Şiirlerinin çoğunu Câhiliye devrinde ve müslüman olmadan önce söylediği için bunlarda İslâm dininin etkisi görülmez. Erkeklerle beraber katıldığı savaşlarda gördüğü kahramanlık sahnelerini kadın duygusallığı ile ve sade bir dille anlatmış, özellikle mersiye türünde sembol haline gelmiştir. Kardeşlerinin ölümü üzerine duyduğu derin elem ve kederi anlatan şair, samimi hisleriyle bütün şairlik ustalığını ortaya koymuştur. Hansâ’nın şiirleri beyitler, kısa kasideler ve parçalar halinde olduğu için Câhiliye devrinin uzun kaside türünden ayrılır. Fakat bu husus, ayrıca konularının mersiye, methiye, harp sahneleri ve tabiat tasvirleriyle sınırlı olması onun şiirlerinin edebî değerine bir noksanlık getirmemiştir.
Hansâ’nın Ukâz panayırına katıldığı, kardeşi Sahr için söylediği kasideyi Nâbiga ez-Zübyânî’ye okuduğu ve kasidenin onun tarafından beğenildiği rivayet edilmekteyse de Nâbiga’nın Sahr’dan on yıl kadar önce öldüğü dikkate alınırsa bu rivayetin gerçek olmadığı anlaşılır.
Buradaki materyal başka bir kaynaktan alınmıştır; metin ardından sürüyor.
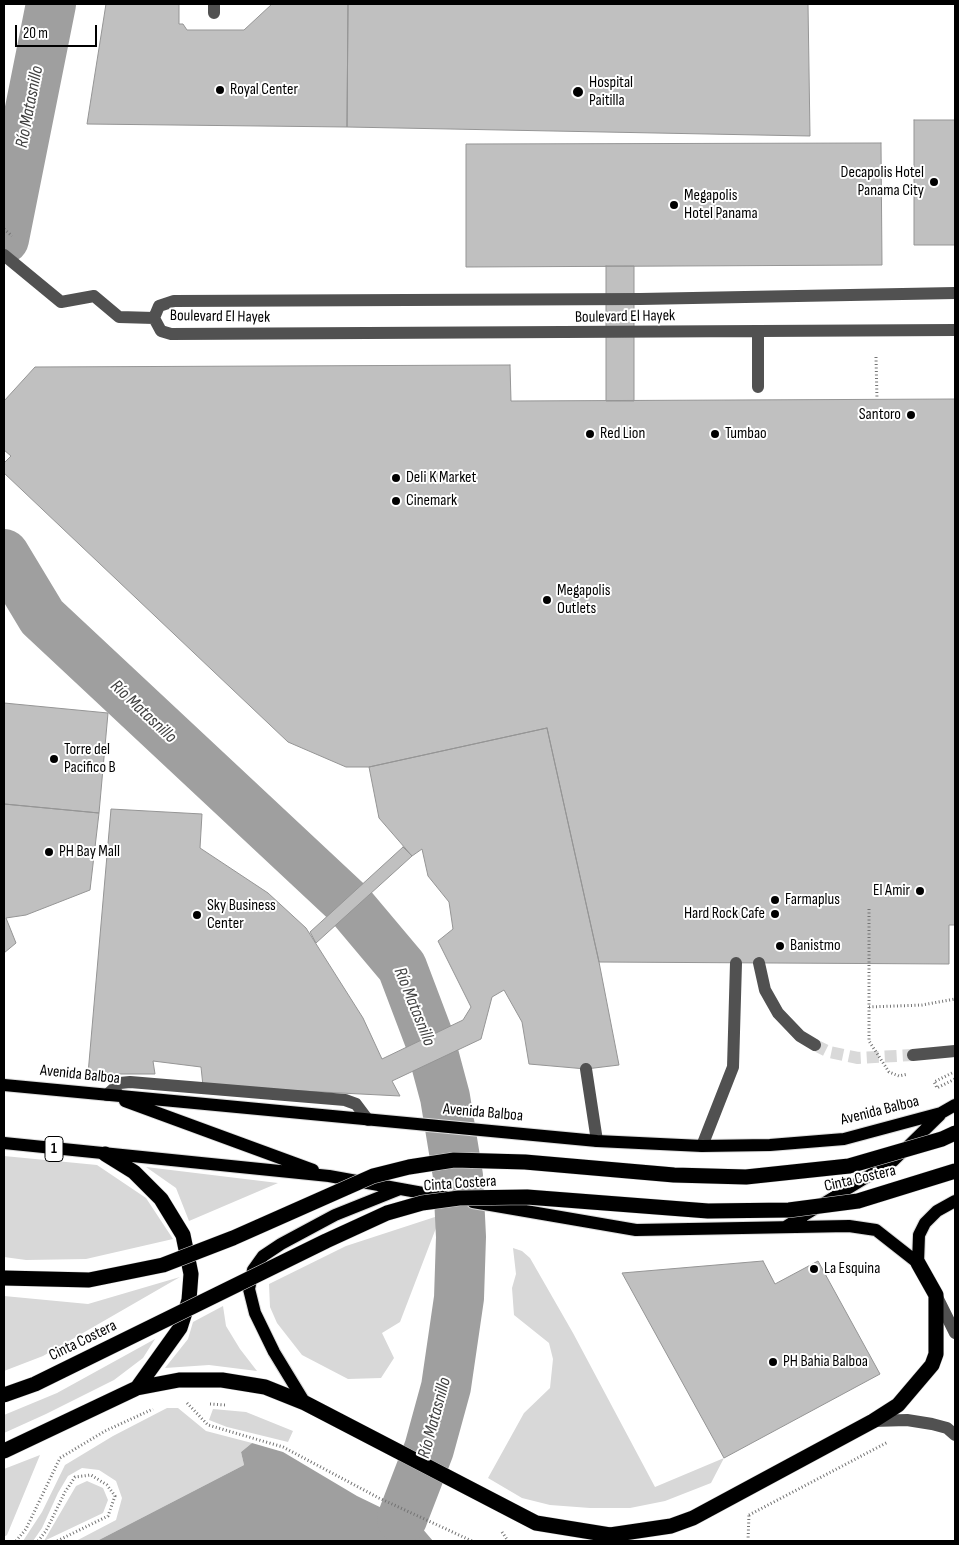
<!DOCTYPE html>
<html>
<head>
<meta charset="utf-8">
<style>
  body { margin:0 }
  #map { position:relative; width:959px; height:1545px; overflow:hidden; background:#fff; font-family:"Sofia Sans Condensed",sans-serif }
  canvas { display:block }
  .frame { position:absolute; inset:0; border:5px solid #000; pointer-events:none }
  .scale { position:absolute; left:15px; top:25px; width:82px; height:22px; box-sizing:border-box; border:2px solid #000; border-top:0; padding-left:6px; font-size:15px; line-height:18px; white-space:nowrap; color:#000; -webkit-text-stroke:4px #fff; paint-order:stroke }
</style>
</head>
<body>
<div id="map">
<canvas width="959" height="1545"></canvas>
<div class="frame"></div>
<div class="scale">20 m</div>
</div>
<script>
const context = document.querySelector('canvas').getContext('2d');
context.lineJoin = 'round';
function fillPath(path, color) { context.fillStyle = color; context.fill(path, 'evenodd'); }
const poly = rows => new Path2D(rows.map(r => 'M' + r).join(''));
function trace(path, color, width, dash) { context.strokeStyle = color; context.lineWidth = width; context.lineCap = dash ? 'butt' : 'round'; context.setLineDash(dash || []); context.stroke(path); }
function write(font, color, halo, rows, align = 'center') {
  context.font = font + ' "Sofia Sans Condensed",sans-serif'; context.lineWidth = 4; context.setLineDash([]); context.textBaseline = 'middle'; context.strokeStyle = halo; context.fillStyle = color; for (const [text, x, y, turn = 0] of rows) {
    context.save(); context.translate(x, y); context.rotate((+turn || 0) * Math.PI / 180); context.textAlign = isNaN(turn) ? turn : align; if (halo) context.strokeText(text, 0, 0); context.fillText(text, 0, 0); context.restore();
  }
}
fillPath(poly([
  [4,1156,97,1165,146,1198,173,1239,86,1259,26,1260,4,1257],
  [146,1167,278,1183,189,1221,176,1188],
  [441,1215,400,1322,382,1333,394,1358,381,1378,348,1379,302,1355,277,1323,270,1307,269,1284,346,1246],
  [513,1248,522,1251,530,1258,573,1333,655,1487,724,1458,711,1483,665,1501,630,1508,590,1508,550,1505,522,1498,488,1478,524,1413,550,1388,553,1359,549,1343,514,1315,512,1288,516,1274],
  [180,1277,43,1356,4,1371,4,1296,88,1304],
  [223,1306,226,1326,240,1349,257,1371,209,1365,165,1368,188,1339,193,1322],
  [155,1339,143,1358,114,1380,46,1414,4,1433,4,1415,57,1393],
  [167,1408,178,1408,206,1431,252,1443,241,1452,244,1465,97,1541,76,1541,116,1520,122,1498,116,1481,99,1470,82,1468,68,1476,58,1493,42,1528,33,1541,23,1541,42,1512,65,1465,113,1436],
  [213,1409,246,1412,293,1431,288,1442,227,1427,209,1420],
  [40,1455,7,1535,4,1537,4,1469],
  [87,1481,103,1488,108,1500,103,1513,44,1541,76,1486]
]), '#d8d8d8');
fillPath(poly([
  [252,1443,283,1452,357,1496,421,1527,433,1541,97,1541,244,1465,241,1452]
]), '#9f9f9f');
trace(poly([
  [4,239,51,4],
  [4,554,42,617,349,904,402,967,430,1041,445,1097,458,1176,461,1237,459,1298,446,1387,429,1449,402,1519]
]), '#9f9f9f', 50);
const building = poly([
  [106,4,179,4,179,24,183,24,187,30,244,30,272,4,348,4,347,127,87,124,106,4],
  [348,4,808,4,810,136,347,127,348,4],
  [914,120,955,120,955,245,914,245,914,120],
  [881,143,882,265,466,267,466,144,881,143],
  [606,266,634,266,634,401,606,401,606,266],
  [510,365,511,401,955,399,955,925,949,925,949,964,599,962,547,728,369,767,346,767,288,742,4,473,4,463,11,456,4,450,4,401,35,367,510,365],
  [4,703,108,713,99,813,4,804,4,703],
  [547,728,599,962,619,1065,586,1069,529,1064,522,1022,504,990,492,997,481,1039,392,1081,400,1096,203,1086,201,1067,153,1061,155,1074,88,1074,111,809,202,814,200,848,268,893,306,928,363,1018,382,1059,463,1020,471,1007,438,941,453,929,449,902,428,876,422,849,412,856,379,818,369,767,547,728],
  [4,804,99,813,90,890,26,915,6,918,16,943,4,953,4,804],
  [403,847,412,856,316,943,310,932,403,847],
  [763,1261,775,1284,818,1261,880,1374,724,1458,622,1273,763,1261]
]);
fillPath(building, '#c0c0c0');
trace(building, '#959595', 1);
trace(poly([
  [815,1045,829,1052,858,1058,913,1055]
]), '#d9d9d9', 12, [12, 6]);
const major = poly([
  [4,1085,597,1141,702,1146,770,1145,844,1139,941,1113,955,1105],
  [125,1101,313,1170],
  [4,1143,329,1176,445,1197],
  [473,1202,636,1230,849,1226,876,1230,918,1263],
  [785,1227,893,1161,940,1115],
  [918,1263,919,1235,925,1223,937,1211,955,1201],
  [305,1403,274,1352,255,1313,249,1289,253,1270,263,1256,281,1244,335,1215,400,1189]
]);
const highway = poly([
  [105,1154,134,1172,161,1199,183,1235,191,1274,189,1300,180,1328,137,1388],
  [4,1451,137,1388,179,1380,222,1380,265,1387,305,1403,536,1523,610,1535,671,1526,693,1518,873,1421,898,1405,932,1365,936,1354,936,1295,918,1263]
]);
trace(major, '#dbdbdb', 14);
trace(highway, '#dbdbdb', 16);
trace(poly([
  [4,229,12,236],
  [876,357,877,399],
  [869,909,869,1041,889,1072,899,1076,908,1074],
  [869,1007,922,1005,955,999],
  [952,1073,934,1082,937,1088,955,1079],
  [187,1403,208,1425,283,1447,379,1498,472,1541],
  [210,1404,226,1405],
  [749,1515,888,1442],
  [502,1532,508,1541],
  [16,1541,26,1529,60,1458,105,1431,153,1409],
  [38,1541,46,1531,65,1492,75,1477,91,1475,107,1485,115,1496,108,1516,57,1541],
  [748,1541,749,1514]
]), '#737373', 3, [1, 2.5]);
trace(poly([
  [214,13,214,4],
  [4,255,61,302,94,296,119,317,154,318],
  [955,293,640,299,174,301,159,306,154,318,161,331,171,334,955,330],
  [758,331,758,387],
  [759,963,765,990,778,1013,800,1036,815,1045],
  [913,1055,955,1051],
  [586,1069,597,1141],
  [107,1095,120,1083,130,1082,345,1100,356,1104,368,1120],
  [702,1146,733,1067,736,963],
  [936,1295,955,1333],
  [873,1421,907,1420,932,1424,947,1428,955,1435]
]), '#515151', 12);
trace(major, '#000', 12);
trace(highway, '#000', 15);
const highwayBridge = poly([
  [4,1278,89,1280,163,1265,233,1238,373,1176,409,1167,454,1160,525,1162,674,1175,746,1177,849,1166,942,1139,955,1133],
  [4,1395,35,1384,326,1241,387,1213,422,1203,459,1198,527,1197,708,1211,789,1210,858,1201,955,1171]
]);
trace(highwayBridge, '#dbdbdb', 16, []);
trace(highwayBridge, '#000', 15);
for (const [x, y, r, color] of [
  [220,90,5,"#000"],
  [578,92,6,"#000"],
  [934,182,5,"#000"],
  [674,205,5,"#000"],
  [911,415,5,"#000"],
  [590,434,5,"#000"],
  [715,434,5,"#000"],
  [396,478,5,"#000"],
  [396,501,5,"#000"],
  [547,600,5,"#000"],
  [54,759,5,"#000"],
  [49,852,5,"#000"],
  [920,891,5,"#000"],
  [775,900,5,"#000"],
  [775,914,5,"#000"],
  [197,915,5,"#000"],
  [780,946,5,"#000"],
  [814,1269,5,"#000"],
  [773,1362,5,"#000"]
]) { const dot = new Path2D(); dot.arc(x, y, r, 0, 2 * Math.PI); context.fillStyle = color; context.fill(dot); trace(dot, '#fff', 2); }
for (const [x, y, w] of [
  [54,1149,18]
]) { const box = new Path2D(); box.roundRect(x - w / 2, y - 12.5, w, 25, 4); context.fillStyle = '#fff'; context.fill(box); trace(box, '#000', 1); }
write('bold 15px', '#000', null, [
  ["1",54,1149]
]);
write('16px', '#000', '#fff', [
  ["Hospital",589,83],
  ["Paitilla",589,101],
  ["Royal Center",230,90],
  ["Decapolis Hotel",924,173,"right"],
  ["Panama City",924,191,"right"],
  ["Megapolis",684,196],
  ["Hotel Panama",684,214],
  ["Santoro",901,415,"right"],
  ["Red Lion",600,434],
  ["Tumbao",725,434],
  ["Deli K Market",406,478],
  ["Cinemark",406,501],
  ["Megapolis",557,591],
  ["Outlets",557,609],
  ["Torre del",64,750],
  ["Pacifico B",64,768],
  ["PH Bay Mall",59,852],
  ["El Amir",910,891,"right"],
  ["Farmaplus",785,900],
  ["Sky Business",207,906],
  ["Center",207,924],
  ["Hard Rock Cafe",765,914,"right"],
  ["Banistmo",790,946],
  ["La Esquina",824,1269],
  ["PH Bahia Balboa",783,1362]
], 'left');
write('16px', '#000', '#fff', [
  ["Boulevard El Hayek",220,317,1],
  ["Boulevard El Hayek",625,317,-1],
  ["Avenida Balboa",80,1075,6],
  ["Avenida Balboa",880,1111,-14],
  ["Avenida Balboa",483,1113,5],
  ["Cinta Costera",860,1179,-13],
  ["Cinta Costera",460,1184,-4],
  ["Cinta Costera",83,1341,-26]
]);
write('italic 18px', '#404040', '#fff', [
  ["Río Matasnillo",30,107,-79],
  ["Río Matasnillo",143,712,43],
  ["Río Matasnillo",414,1007,68],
  ["Río Matasnillo",435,1418,-75]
]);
</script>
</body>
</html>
Ancak Hansâ, vaktiyle Nâbiga ez-Zübyânî’nin başkanlığını yaptığı heyet tarafından Ukâz’da düzenlenen şiir yarışmasına katılmıştır. Hatta bu yarışmaların birinde Hassân b. Sâbit’in bir beytinde sekiz hata bulması (İbn Kuteybe, I, 344) onun titiz bir şiir tenkitçisi olduğunu gösterir ki bu olayın Arap şiir tenkidi tarihinde müstesna bir yeri vardır.
Şiirlerin çoğunu Sahr için söylenen mersiyelerin oluşturduğu Hansâ’nın divanı günümüze kadar gelmiştir.